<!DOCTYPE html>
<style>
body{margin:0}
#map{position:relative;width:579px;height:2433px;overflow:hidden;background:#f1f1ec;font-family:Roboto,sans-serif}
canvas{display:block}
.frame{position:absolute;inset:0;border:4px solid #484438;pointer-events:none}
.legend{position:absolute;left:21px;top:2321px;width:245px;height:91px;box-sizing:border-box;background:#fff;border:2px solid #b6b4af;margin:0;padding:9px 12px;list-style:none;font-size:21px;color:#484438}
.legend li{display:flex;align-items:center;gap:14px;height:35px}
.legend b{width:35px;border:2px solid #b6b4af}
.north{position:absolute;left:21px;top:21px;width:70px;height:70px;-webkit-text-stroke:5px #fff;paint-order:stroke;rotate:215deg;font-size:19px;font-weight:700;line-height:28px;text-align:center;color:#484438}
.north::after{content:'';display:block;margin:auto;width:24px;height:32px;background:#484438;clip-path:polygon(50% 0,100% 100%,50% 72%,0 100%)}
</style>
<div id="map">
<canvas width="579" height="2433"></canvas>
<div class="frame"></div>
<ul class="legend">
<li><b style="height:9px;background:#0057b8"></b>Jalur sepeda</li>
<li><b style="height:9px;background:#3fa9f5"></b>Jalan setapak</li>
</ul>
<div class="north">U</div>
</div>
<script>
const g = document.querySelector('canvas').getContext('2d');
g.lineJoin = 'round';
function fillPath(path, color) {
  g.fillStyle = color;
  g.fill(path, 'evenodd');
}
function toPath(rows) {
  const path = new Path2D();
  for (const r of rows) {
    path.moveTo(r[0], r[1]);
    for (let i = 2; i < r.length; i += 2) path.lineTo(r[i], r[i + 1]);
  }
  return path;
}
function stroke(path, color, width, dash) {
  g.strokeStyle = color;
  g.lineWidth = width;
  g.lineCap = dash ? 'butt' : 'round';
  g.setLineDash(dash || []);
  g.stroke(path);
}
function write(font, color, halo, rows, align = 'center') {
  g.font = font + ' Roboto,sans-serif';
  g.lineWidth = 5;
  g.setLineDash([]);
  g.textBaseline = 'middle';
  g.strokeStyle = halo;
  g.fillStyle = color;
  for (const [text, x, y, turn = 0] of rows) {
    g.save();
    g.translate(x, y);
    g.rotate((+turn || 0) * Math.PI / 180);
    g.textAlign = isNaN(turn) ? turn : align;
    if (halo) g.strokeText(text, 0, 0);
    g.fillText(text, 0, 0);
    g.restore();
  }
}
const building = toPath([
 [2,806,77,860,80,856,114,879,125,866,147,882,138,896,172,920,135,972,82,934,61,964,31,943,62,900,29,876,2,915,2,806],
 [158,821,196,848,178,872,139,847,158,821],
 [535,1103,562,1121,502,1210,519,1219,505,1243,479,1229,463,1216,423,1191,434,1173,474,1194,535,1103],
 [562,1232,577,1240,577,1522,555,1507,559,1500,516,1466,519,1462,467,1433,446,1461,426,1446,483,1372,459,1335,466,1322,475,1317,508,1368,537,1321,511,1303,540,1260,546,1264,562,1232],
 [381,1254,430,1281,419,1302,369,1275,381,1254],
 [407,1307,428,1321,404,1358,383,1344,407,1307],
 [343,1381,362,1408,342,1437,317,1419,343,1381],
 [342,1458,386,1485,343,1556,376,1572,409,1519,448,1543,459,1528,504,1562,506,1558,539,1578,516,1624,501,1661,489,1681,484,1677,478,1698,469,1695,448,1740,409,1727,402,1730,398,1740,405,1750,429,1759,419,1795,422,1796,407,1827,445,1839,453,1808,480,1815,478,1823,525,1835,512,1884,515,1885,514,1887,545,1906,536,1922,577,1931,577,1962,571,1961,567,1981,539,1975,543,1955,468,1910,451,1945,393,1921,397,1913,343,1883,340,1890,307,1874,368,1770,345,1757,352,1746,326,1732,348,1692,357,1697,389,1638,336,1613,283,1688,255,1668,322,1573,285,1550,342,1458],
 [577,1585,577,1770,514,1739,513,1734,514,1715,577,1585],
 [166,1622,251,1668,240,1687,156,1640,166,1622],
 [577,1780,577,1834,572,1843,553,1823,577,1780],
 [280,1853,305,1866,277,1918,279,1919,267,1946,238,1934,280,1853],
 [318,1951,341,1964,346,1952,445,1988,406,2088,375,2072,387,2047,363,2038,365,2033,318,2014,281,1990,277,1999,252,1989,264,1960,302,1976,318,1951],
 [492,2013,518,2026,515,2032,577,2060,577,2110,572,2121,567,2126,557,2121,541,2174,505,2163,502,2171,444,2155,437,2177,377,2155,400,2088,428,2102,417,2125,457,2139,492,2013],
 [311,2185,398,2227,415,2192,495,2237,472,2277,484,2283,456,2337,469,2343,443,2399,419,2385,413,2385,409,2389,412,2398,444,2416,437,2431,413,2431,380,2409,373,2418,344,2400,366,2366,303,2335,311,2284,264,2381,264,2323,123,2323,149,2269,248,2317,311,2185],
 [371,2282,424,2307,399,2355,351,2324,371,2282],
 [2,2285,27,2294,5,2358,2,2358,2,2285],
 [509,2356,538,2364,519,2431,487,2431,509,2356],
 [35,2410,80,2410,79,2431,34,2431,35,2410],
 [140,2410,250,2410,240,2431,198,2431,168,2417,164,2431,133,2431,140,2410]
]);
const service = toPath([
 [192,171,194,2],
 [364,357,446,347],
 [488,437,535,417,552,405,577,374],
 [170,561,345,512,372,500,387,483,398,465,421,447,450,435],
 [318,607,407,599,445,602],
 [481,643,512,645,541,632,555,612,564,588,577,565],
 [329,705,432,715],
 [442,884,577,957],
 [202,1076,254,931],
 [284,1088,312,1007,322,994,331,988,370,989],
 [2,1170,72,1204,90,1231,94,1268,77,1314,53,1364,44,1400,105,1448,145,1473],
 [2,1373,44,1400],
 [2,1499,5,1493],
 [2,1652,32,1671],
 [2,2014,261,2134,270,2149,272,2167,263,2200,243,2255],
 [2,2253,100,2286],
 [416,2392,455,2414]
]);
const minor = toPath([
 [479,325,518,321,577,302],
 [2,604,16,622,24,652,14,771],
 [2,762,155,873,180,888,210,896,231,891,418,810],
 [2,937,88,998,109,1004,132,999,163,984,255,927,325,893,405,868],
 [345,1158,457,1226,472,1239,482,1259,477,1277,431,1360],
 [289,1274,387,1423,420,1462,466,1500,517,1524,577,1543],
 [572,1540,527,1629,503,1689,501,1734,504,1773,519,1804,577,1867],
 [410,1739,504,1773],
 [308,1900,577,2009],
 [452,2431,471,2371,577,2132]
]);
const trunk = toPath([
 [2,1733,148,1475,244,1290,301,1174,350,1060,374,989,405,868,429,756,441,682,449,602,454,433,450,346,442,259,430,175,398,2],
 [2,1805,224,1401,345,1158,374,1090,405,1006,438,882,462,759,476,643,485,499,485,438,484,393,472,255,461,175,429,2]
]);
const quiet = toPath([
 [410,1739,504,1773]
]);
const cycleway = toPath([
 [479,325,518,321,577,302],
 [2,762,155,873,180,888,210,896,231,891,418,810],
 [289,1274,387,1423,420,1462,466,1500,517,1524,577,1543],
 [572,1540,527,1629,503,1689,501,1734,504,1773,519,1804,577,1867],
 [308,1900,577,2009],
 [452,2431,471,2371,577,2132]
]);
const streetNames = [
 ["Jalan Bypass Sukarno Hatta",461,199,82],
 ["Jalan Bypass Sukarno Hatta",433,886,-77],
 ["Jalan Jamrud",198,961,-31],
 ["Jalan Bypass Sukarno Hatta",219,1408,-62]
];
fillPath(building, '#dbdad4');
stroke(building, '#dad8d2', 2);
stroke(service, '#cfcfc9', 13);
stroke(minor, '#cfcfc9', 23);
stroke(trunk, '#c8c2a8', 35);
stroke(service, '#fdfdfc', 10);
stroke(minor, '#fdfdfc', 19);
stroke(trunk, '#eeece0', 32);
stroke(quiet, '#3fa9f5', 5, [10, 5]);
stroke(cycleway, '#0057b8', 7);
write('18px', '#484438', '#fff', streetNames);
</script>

________________

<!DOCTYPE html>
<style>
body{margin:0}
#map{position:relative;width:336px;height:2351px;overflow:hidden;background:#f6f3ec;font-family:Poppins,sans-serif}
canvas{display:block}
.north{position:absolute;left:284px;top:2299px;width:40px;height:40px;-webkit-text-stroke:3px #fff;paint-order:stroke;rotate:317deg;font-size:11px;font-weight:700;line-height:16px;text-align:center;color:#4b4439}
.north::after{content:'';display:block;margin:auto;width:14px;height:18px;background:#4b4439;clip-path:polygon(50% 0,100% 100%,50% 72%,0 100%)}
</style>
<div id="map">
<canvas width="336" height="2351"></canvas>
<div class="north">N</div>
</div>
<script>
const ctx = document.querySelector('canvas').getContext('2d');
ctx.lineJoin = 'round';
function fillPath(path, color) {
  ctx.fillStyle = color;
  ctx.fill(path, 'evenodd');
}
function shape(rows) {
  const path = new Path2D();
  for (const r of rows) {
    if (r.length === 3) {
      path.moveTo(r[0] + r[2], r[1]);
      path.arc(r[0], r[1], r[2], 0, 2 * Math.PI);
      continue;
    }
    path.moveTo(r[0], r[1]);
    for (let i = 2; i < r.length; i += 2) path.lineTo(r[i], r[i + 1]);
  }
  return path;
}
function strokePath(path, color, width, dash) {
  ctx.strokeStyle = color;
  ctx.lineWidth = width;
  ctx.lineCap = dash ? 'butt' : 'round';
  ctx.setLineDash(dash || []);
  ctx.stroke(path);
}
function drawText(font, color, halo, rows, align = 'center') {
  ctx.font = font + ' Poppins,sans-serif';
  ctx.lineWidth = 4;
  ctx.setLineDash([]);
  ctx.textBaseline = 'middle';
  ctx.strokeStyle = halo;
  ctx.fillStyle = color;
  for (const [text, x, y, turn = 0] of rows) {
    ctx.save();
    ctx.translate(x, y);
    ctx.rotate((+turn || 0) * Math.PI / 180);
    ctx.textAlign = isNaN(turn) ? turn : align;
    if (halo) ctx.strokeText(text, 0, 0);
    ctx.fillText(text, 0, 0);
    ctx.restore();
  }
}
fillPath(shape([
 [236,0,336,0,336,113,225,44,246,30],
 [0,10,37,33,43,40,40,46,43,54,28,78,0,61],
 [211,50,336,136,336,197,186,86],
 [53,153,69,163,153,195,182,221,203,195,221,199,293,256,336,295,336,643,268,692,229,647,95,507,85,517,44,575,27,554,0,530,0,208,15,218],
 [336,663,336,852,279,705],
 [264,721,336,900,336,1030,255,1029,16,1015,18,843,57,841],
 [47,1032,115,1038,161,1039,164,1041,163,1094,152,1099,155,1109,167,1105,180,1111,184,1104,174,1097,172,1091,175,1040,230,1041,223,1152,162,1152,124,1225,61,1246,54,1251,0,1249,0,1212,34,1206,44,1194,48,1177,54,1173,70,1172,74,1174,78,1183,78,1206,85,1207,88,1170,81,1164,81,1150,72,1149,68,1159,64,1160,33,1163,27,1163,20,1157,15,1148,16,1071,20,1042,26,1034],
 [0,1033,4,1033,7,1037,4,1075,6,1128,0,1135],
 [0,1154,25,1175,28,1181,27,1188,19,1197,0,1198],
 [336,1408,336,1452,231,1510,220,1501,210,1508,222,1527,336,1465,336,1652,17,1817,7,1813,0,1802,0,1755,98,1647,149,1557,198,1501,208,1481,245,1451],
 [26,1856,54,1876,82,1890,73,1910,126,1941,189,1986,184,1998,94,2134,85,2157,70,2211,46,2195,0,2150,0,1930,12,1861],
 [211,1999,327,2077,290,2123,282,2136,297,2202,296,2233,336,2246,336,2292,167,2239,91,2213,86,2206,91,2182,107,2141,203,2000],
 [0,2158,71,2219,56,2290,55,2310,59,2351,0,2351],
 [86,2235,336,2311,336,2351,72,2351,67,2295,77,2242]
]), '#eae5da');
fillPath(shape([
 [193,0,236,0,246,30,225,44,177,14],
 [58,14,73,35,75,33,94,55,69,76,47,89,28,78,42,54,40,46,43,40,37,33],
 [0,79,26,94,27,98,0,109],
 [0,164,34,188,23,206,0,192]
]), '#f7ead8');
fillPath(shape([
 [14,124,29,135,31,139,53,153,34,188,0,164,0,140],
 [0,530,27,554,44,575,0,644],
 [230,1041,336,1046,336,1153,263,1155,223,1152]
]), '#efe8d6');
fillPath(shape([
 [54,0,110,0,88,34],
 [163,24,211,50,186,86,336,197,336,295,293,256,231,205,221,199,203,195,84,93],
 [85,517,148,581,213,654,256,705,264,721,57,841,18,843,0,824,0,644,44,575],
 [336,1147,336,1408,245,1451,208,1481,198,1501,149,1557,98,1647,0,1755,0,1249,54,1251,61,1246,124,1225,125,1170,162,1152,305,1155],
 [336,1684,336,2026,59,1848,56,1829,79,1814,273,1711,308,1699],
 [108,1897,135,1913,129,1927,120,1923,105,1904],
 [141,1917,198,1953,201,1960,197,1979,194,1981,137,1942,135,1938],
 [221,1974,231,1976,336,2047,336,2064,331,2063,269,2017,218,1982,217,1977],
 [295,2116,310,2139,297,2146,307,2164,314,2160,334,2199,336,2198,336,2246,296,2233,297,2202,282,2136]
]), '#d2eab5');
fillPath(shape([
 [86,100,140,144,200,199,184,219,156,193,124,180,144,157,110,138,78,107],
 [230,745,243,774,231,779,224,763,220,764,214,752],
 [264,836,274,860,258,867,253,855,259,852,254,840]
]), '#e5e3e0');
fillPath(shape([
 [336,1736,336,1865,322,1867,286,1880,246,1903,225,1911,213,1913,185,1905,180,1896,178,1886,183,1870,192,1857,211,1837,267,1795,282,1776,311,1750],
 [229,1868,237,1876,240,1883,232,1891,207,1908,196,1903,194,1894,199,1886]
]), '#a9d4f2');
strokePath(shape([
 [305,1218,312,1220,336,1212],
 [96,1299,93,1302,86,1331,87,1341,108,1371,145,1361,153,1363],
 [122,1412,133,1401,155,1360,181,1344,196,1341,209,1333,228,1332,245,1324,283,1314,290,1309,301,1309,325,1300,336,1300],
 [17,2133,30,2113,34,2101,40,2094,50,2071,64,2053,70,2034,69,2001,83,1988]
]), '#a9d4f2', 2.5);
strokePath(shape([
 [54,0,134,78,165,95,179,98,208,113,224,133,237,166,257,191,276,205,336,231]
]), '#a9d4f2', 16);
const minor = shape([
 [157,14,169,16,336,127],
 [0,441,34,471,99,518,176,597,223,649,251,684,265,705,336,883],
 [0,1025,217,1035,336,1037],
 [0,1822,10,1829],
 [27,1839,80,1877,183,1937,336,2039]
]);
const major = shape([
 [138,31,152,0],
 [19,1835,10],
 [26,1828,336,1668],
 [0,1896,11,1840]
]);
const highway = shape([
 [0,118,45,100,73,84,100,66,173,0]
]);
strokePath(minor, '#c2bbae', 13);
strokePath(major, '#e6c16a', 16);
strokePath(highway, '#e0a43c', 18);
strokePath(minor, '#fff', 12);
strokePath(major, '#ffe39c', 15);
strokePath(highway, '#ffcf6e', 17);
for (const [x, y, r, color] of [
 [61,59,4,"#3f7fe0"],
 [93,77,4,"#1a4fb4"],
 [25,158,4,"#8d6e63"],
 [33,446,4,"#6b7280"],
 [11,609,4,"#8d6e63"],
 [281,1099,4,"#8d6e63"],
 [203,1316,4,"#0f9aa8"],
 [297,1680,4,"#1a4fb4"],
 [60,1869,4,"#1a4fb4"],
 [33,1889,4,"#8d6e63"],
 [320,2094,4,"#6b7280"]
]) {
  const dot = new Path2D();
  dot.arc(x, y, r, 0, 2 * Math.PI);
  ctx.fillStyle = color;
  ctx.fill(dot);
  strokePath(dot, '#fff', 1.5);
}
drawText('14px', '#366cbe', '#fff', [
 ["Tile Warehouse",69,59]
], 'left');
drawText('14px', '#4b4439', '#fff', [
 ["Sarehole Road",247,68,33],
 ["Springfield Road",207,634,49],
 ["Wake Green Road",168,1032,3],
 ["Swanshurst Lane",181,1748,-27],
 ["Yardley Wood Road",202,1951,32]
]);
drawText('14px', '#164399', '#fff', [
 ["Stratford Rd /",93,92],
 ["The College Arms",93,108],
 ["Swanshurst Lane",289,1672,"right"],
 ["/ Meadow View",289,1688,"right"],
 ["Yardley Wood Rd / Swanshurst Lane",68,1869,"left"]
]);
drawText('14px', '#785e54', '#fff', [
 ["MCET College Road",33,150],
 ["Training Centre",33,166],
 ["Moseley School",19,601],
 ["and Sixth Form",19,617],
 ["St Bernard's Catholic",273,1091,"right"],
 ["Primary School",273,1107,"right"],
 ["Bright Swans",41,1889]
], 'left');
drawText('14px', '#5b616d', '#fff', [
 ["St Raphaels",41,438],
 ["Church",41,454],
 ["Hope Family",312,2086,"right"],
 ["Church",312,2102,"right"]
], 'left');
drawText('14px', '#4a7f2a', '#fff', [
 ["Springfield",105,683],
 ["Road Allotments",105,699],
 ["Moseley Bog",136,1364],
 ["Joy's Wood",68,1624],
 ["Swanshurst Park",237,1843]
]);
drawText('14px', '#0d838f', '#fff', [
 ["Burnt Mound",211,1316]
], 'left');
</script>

________________

- Task description: Retype exactly the lines above, from the one with "path.arc(r[0], r[1], r[2], 0, 2" through the one with "ctx.strokeStyle = color;", inclusive.

- Response for this exercise:
      path.arc(r[0], r[1], r[2], 0, 2 * Math.PI);
      continue;
    }
    path.moveTo(r[0], r[1]);
    for (let i = 2; i < r.length; i += 2) path.lineTo(r[i], r[i + 1]);
  }
  return path;
}
function strokePath(path, color, width, dash) {
  ctx.strokeStyle = color;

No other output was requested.